Vigilance Is Everybodys Business

 

It would mean that employees would have to be more vigilant during the outage to not click on links, surf to only recognized sites and not open attachments. IT managers can decide to restrict certain activities to prevent any threats from entering the network, according to Roberts. "It's a calculated risk," he said.

As for Sony, recent events have shown that companies can be hacked and have sensitive customer data stolen even when the data was stored in corporate data centers. Epsilon, the email marketing firm that disclosed its data breach a month ago, has yet to say how many consumers were affected.

"The ultimate lesson here is that all businesses are vulnerable to hackers, regardless of size or industry," Mandeep Khera, CMO at Cenzic, told eWEEK.

It's not clear what went wrong at Sony, but information was stolen because there was a flaw somewhere in Sony's environment. Cloud security is not inferior to data center security, according to Andres Kohn, vice president of technology and product management of Proofpoint.

Kohn addressed the commonly held belief that unimportant data and applications could be moved to the cloud while critical and sensitive applications remain in the corporate data center during his "Can Data Be More Secure in the Cloud?" talk on April 19 at the Infosecurity Europe conference in London. In general, data is actually more secure in the cloud, and there is no reason why enterprises shouldn't store critical data in the cloud, Kohn said.

Enterprises, especially midsize ones, would be far more secure with a cloud provider with the resources to provide higher-level security expertise than they can otherwise afford themselves, according to Randy Abrams, director of technical education at ESET.

"There is no perfect security. If the net result of outsourcing your security is an improvement in security, then it is a good thing, but there is no perfect security, only risk management," Abrams told eWEEK. 

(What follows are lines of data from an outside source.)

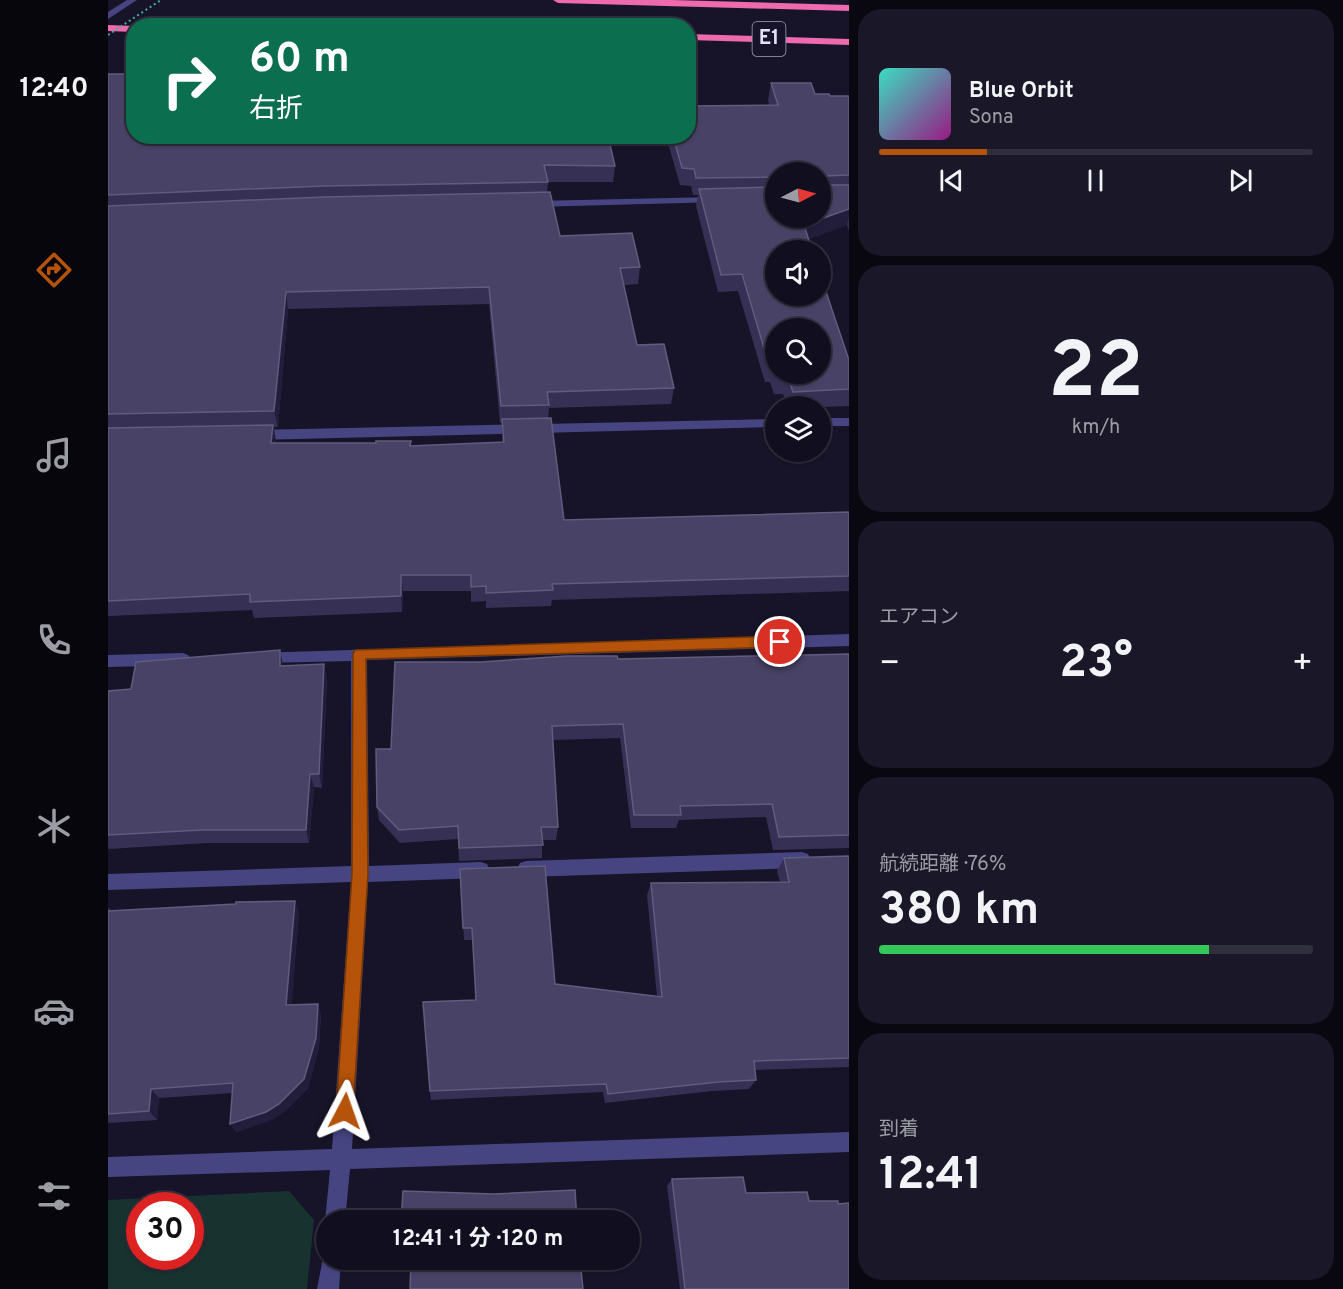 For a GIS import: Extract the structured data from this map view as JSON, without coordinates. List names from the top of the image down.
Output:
{
  "streets": {
    "highway": ["E1"]
  },
  "north": "right",
  "page": {
    "tabs": "12:40",
    "turn": ["60 m", "右折"],
    "song": ["Blue Orbit", "Sona"],
    "tile": [
      ["22", "km/h"],
      "エアコン",
      ["航続距離 · 76%", "380 km"],
      ["到着", "12:41"]
    ],
    "heat": ["−", "23°", "+"],
    "limit": "30",
    "trip": "12:41 · 1 分 · 120 m"
  }
} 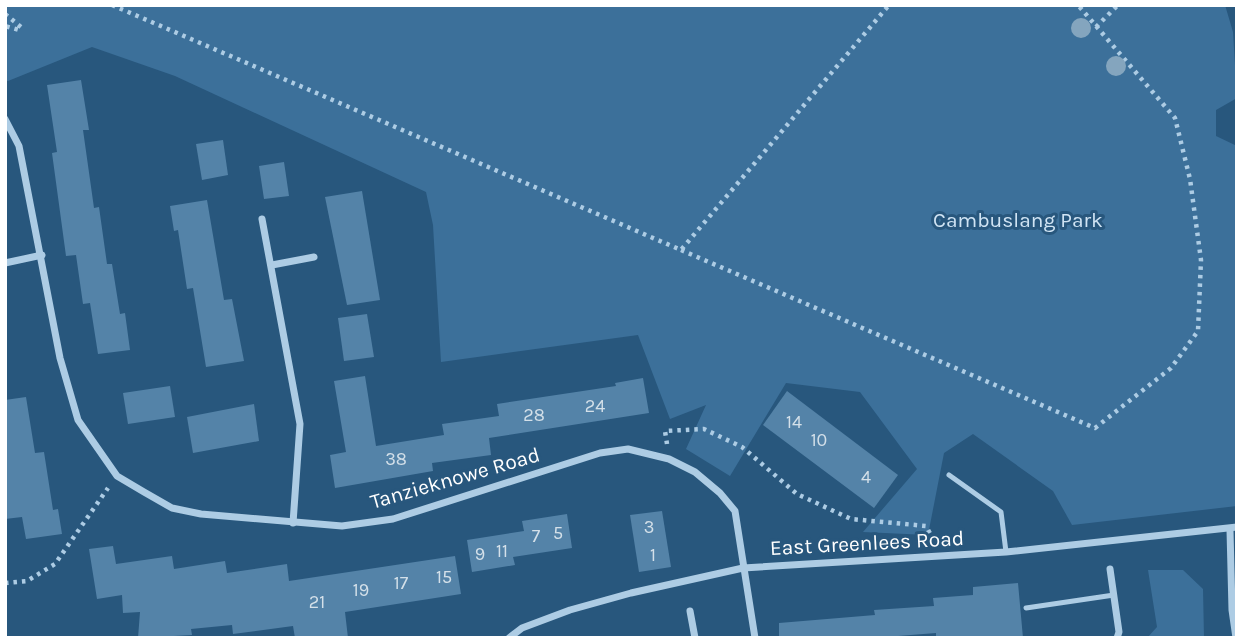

A security-conscious cloud provider would be continuously auditing and monitoring its environment, have higher levels of automation for repetitive tasks, strict access controls against malicious insiders, and more skilled technicians maintaining the network, Kohn said. There are some additional considerations, such as sifting through the logs for intrusions, closing any SQL injection or cross-site scripting flaws in Web applications, and regularly patching the environment to ensure all vulnerabilities are closed.

Cloud IT security is not intended to replace conventional in-house IT security, but it's supposed to be "an addition," Yevgeny Kaspersky, CEO of Kaspersky Lab said at Infosecurity Europe.